第2章 疑惑-10
「ねぇ‥見て‥」
女の子の大事な割れ目は大きく押し広げられ、指が深々と突き入れられていた。
あたしだって年頃の女の子だから、自慰をしたことがないなんて言わないけど、こんな風に他人がやってるのを見るのは初めて。しかも知っている人の、それもアップで見せられるなんて、恥ずかしさで頭がおかしくなりそう。

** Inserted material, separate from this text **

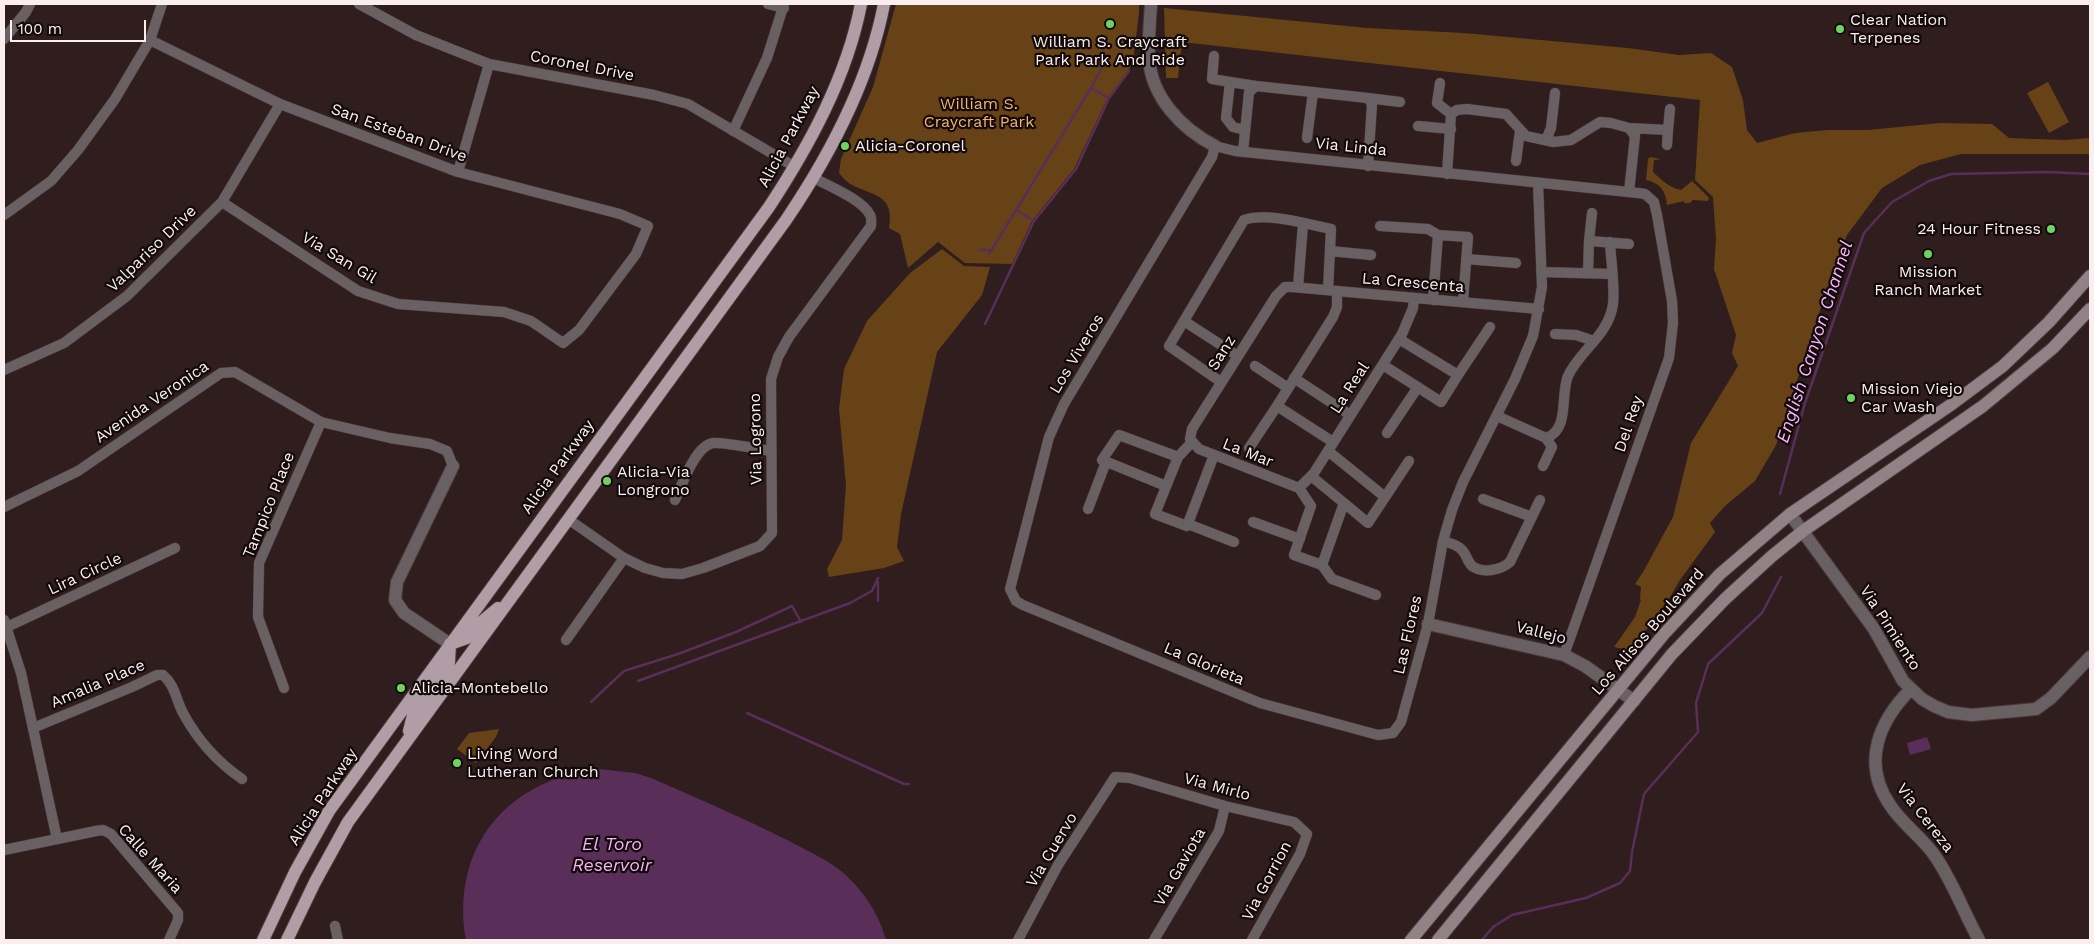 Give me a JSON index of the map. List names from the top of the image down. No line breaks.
{"streets":{"main road":["Alicia Parkway","Los Alisos Boulevard"],"street":["Coronel Drive","San Esteban Drive","Via Linda","Valpariso Drive","Via San Gil","La Crescenta","Sanz","Los Viveros","La Real","Avenida Veronica","Del Rey","Via Logrono","La Mar","Tampico Place","Lira Circle","Via Pimiento","Vallejo","Las Flores","La Glorieta","Amalia Place","Via Mirlo","Via Cereza","Via Cuervo","Calle Maria","Via Gaviota","Via Gorrion"]},"crossings":[["Coronel Drive","Alicia Parkway"],["San Esteban Drive","Valpariso Drive"],["San Esteban Drive","Via San Gil"],["Via Linda","Los Viveros"],["Via Linda","Del Rey"],["Via Linda","Las Flores"],["Valpariso Drive","Via San Gil"],["La Crescenta","Sanz"],["La Crescenta","La Real"],["La Crescenta","Las Flores"],["Sanz","La Mar"],["Los Viveros","La Glorieta"],["La Real","La Mar"],["Avenida Veronica","Tampico Place"],["Del Rey","Vallejo"],["Via Pimiento","Los Alisos Boulevard"],["Via Pimiento","Via Cereza"],["Los Alisos Boulevard","Vallejo"],["Vallejo","Las Flores"],["Las Flores","La Glorieta"],["Via Mirlo","Via Cuervo"],["Via Mirlo","Via Gaviota"],["Via Mirlo","Via Gorrion"]],"water":["English Canyon Channel","El Toro Reservoir"],"parks":["William S. Craycraft Park"],"places":["William S. Craycraft Park Park And Ride","Clear Nation Terpenes","Alicia-Coronel","24 Hour Fitness","Mission Ranch Market","Mission Viejo Car Wash","Alicia-Via Longrono","Alicia-Montebello","Living Word Lutheran Church"],"scale_bar":"100 m"}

もぞもぞとしていた動きが激しさを増し、グチュグチュといやらしい音が漏れ始める。画面が引くと撮影者の趣味なのか、再び足元から徐々に這いあがるよう、ベッドの上で妖しく身悶えする身体を映し出す。
「‥はっ、‥あっ、あン‥‥あぅン‥」
もうわざとらしい素振りはなく、先輩はあからさまに欲情していた。リズミカルに身体を揺すらせ、股間を弄る手の動きが早まる。ビデオなど意識してないのか、顎を逸らせ、恥ずかしい喘ぎが絶え間なくこぼれる
「あン‥あン‥あン‥、あっあああン!」
ついにクライマックスを迎え、一際高い喘ぎと共に大きく身を逸らせ、力が抜けたようにぐったりとなる。押さえた股間からは愛液が滴り、そのまま身をよじって快楽の余韻に浸る。
一瞬が永劫とも思え、あたしは息をのんで画面を見守った。やがて、荒い息を整えて先輩は身を起こすと、ビデオのほうに物欲しげな顔を向ける。
「あはっ、やっぱり指じゃ全然ものたりない。今度は貴方の太いので遥香を満足させてくださいね‥」
そして、またあの媚びるような上目遣いで画面に近づくと、淫靡な笑みを浮かべる。
「鳳学院売春倶楽部でお待ちしてます」
唐突に映像は終了する。ブラックアウトした画面には、あたしたち三人の茫然とした顔が朧に映っていた。
「‥んなのよ」
重苦しい沈黙を最初に破ったのは、瀬里奈の絞り出すような声だった。
「何なのよ、これは!」
乱暴にパソコンデスクを蹴飛ばして立ちあがると、怖い顔の瀬里奈は紫苑に詰め寄る。
「紫苑、まさかあんたの悪ふざけじゃないでしょうね!」
いつもの落ち着いた様子もなく、青褪めた顔の紫苑は首をぶんぶん振って否定する。動揺するのも無理ないが、瀬里奈は今にも殴りかからん勢いだったので、あたしは慌てて割って入る。
「落ち着いて、そんなわけないでしょ!」
「じゃあ、これはいったい何なのよ!」
平手がデスクに叩きつけられ、バンッ、と大きな音がたち、怯えたように紫苑が身を竦める。ここまで怒り心頭な瀬里奈を見るのは初めて。まずいわね、あたしが冷静にならなきゃ。そもそも何故彼女は怒ってるの?